Peter Wohlleben (The Hidden Life of Trees) continues this celebration of our aged friends in The Power of Trees: How Ancient Forests Can Save Us If We Let Them. He shows us too, like Fredericks, that the old trees adapt to climate change by passing their wisdom through generations, and that this knowledge can ensure our future–if we are able to protect the ancient forests. Forester Wohlleben offers a pointed critique of harmful forestry practices that have wreaked havoc on the ecosystems, the animal and insect populations local to the forests, and urges humans to allow trees to heal themselves.
Other new books include Trees, a definition guide to over 500 species of trees from around the world. Botanist Allen Coombes explains what a tree is, how they are classified, and how to keep a record of the trees you have seen.
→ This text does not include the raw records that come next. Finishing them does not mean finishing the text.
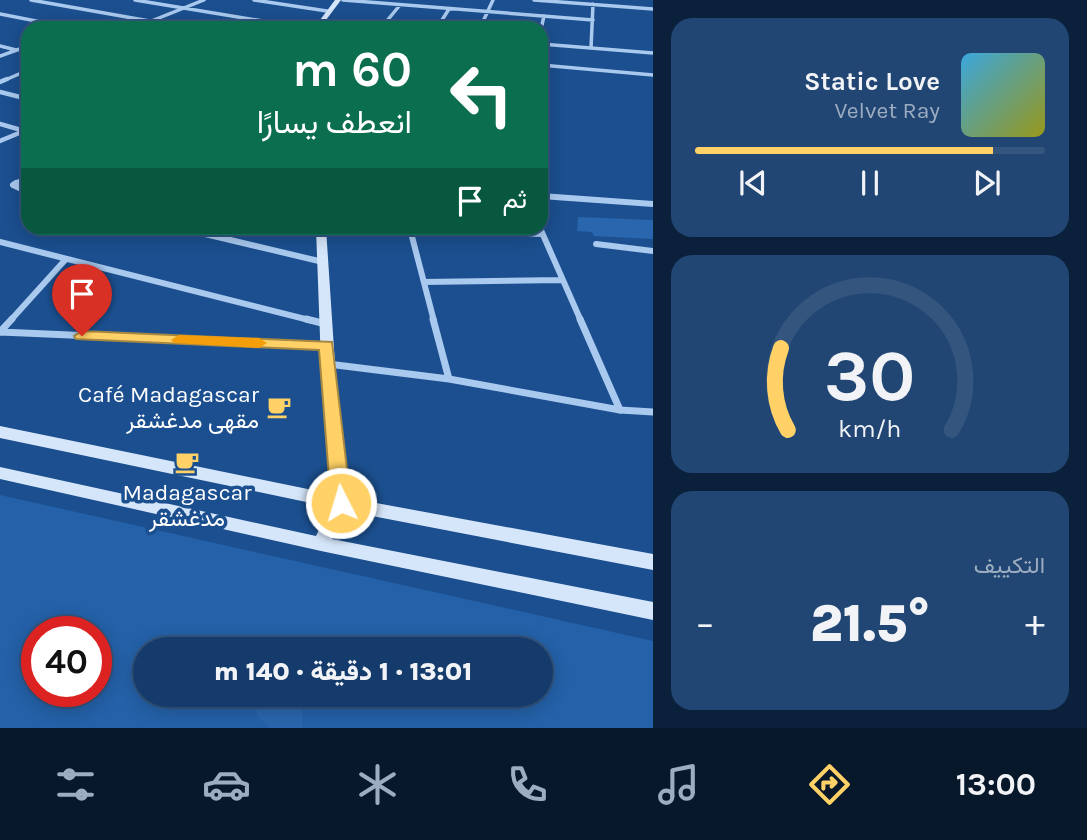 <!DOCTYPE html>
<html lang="ar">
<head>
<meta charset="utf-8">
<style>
	:root { --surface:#143b6b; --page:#214673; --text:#f1f3f6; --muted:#9dadc1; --line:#33557e; --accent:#ffd166 }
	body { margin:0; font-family:Karla,Vazirmatn,sans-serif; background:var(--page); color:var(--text); direction:rtl; height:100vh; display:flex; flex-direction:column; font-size:26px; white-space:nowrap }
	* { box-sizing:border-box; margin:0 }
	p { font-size:23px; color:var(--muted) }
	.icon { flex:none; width:38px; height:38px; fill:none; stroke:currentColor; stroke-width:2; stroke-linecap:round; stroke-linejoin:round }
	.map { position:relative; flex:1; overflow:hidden; direction:ltr }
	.sheet { display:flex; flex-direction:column; gap:18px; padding:18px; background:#0b203b; width:434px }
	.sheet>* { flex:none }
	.top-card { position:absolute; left:21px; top:21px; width:527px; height:214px; border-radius:21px; box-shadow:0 4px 18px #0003,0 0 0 2px var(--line); direction:rtl; background:#0b6e4f; color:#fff; overflow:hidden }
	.speed { position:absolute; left:21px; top:616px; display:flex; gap:14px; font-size:35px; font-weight:700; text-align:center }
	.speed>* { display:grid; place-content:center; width:91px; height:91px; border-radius:50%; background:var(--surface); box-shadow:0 4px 18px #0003,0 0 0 2px var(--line); line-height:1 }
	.speed .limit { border:10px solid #d22; background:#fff; color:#111 }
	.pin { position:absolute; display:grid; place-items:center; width:60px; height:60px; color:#fff; margin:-72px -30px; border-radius:50% 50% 50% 0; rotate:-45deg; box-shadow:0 0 7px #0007 }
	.pin .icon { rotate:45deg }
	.me { position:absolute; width:77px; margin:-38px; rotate:355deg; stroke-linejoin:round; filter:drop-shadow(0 0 5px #0008) }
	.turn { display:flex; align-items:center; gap:24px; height:147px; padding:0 21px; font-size:32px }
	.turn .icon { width:91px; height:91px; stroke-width:2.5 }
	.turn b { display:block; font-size:49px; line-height:60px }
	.then { display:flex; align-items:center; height:66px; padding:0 21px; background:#0003; gap:14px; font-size:26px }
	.big { font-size:52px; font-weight:800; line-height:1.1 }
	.sheet .tile { flex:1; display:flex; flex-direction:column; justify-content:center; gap:10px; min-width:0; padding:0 24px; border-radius:21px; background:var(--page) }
	.sheet .dial { align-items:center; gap:0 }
	.dial svg { height:182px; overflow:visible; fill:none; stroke:var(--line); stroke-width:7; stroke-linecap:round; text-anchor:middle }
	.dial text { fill:var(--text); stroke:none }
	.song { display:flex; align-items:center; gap:21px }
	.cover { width:84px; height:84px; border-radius:10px; background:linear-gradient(135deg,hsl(200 70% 55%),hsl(60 70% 35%)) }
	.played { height:7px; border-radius:4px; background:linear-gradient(90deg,var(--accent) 85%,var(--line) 85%) }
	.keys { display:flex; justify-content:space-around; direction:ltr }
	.heat { display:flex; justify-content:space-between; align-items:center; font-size:38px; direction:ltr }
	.trip { position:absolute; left:133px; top:637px; width:420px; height:70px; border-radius:35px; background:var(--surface); box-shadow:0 4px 18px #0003,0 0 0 2px var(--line); font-weight:800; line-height:70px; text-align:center; direction:rtl }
	.dock { display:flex; height:112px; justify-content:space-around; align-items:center; background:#08182b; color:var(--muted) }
	.dock .icon { width:49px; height:49px }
	.dock .current { color:var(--accent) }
	.dock b { font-size:32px; color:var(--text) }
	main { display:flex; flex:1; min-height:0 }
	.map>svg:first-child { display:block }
</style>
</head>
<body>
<main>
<section class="sheet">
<div class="tile">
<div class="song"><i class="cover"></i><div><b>Static Love</b><p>Velvet Ray</p></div></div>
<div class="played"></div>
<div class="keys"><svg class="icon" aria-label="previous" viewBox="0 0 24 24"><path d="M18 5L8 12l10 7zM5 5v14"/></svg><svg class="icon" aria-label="pause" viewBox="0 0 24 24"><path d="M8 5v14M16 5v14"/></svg><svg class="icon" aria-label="next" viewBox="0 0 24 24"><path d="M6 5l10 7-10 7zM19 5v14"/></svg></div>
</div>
<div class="tile dial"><svg viewBox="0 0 100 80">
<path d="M14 69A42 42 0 1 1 86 69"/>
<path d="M14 69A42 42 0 0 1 11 33" stroke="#ffd166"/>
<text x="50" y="56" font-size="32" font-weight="700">30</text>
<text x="50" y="72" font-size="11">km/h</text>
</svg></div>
<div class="tile"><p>التكييف</p>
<div class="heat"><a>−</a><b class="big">21.5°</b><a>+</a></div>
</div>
</section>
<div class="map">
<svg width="653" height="728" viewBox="0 0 653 728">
	<rect width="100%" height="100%" fill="#1b4f8f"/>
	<path fill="#2461a8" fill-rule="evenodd" d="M0,495L653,641V728H0ZM37,632H96V691H37ZM145,649H541V695H145Z"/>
	<path fill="#2a66ad" d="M578,217L653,220V239L594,236L592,232L577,231Z
		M253,695H302V728H269L258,716Z"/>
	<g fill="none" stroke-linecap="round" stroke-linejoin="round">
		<path stroke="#a9c9ee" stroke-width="3.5" d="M31,0L189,28
			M135,0L305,28
			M254,0L327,11
			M343,0L593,20
			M534,0L653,9
			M0,14L72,28
			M318,25L356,28
			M134,28L204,0
			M381,28L400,5
			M437,28L449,9
			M480,28L493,0
			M541,29L544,16
			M541,44L653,53
			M0,46L16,50
			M591,48L593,4
			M0,56L28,46
			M541,65L653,75
			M3,81L28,70"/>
		<path stroke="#a9c9ee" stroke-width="4.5" d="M0,82L7,79
			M0,92L28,99
			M0,124L28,132
			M0,141L24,131
			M13,185L28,176"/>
		<path stroke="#a9c9ee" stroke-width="6" d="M16,183L13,185L28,192
			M541,196L653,204
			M180,228L323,262
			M383,228L542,234
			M540,228L581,321
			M410,229L434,321
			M0,242L313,321
			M596,244L653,251
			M424,282L562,280
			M10,321L66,259"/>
		<path stroke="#a9c9ee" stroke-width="7" d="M306,319L326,324
			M433,319L449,379
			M580,319L620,410
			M0,332L327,346
			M0,332L12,319
			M328,364L449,379L620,410L653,412"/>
		<path fill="#d6e6fa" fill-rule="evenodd" d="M335,0H341L320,28H314Z
			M316,228H326L335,364L349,498L653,554V570L346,511L332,539L653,602V620L321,551L0,479V467L316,536L330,507L0,438V426L332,494L321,364Z"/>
	</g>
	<path fill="#ffd166" stroke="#a68842" stroke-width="2" d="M82,331L332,342L351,503L348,508L341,510L334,508L331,503L319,350L76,339L74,336Z"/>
	<path fill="#f59e0b" d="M179,335L259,338L267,343L259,348L174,343L171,340Z"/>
	<defs>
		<g id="cafe-bare" transform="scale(1.89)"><path d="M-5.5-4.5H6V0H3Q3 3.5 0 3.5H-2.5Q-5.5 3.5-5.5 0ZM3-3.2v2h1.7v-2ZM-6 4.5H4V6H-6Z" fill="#ffd166" stroke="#1b4f8f" stroke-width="2.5" paint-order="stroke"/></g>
	</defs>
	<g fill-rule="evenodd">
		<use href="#cafe-bare" x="279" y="407"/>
		<use href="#cafe-bare" x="187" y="462"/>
	</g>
	<g text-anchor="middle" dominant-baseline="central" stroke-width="7" stroke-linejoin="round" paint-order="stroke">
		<g font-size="23" fill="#fff" stroke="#1b4f8f" text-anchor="end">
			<text x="259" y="394">Café Madagascar<tspan x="259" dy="26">مقهى مدغشقر</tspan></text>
			<text x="187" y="492" text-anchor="middle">Madagascar<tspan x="187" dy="26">مدغشقر</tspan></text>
		</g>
	</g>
</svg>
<div class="speed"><div class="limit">40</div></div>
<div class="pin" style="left:82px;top:336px;background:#d93025"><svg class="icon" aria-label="arrive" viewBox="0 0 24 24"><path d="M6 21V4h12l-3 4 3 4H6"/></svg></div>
<svg class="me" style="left:341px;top:503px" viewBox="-20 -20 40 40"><circle r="17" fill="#ffd166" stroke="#fff" stroke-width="3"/><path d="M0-11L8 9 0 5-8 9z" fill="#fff"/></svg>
<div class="trip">13:01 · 1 دقيقة · 140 m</div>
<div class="top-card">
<div class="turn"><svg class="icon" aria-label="left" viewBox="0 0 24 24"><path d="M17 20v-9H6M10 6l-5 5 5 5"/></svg><div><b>60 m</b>انعطف يسارًا</div></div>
<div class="then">ثم<svg class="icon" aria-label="arrive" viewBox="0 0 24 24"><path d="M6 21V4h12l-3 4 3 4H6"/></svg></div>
</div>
</div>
</main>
<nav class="dock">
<b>13:00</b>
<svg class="icon current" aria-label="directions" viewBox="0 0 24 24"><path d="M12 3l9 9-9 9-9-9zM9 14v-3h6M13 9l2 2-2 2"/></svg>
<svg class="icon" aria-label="music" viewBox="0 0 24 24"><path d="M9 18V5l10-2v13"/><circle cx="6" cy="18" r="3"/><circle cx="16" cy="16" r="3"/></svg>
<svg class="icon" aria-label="phone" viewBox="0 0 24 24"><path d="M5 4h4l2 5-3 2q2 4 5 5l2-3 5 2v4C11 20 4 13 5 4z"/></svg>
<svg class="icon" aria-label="climate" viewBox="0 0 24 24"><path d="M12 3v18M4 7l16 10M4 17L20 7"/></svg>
<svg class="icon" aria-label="car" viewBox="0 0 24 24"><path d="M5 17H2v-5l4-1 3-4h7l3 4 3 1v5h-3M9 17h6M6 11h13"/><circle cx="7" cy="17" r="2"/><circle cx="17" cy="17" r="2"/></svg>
<svg class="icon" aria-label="filters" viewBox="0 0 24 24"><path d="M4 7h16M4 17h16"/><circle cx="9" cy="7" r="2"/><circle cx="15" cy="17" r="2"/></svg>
</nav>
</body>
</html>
Included are over 1,000 full-color photographs.
If you read Spanish, or know someone who does, new to our International Language Collection is a Spanish-language text featuring trees, or ‘árboles,’ El Dios del Jardín: Reflexiones Sobre la Cración, la Cultura y el Reino. Author Andrew Peterson shares his own story, “walking through a forest of memories,” by tying in the relevance of trees and nature in the Christian tradition. He builds a strong biblical connection between people and trees in his attempt to inspire the reader to see God working through nature.
You won’t want to miss The Tree and the River, a children’s picture book which, without a word, paints a poignant time-lapse portrait of humankind, and its impact on the natural world. Author/artist Aaron Becker uses as its center the life cycle of a tree on the banks of winding river. The tree grows from its youth into its ancient age, bearing silent witness to the flow of time and change and the dynamic effects, each on the other, between nature and man, between us and our beloved trees.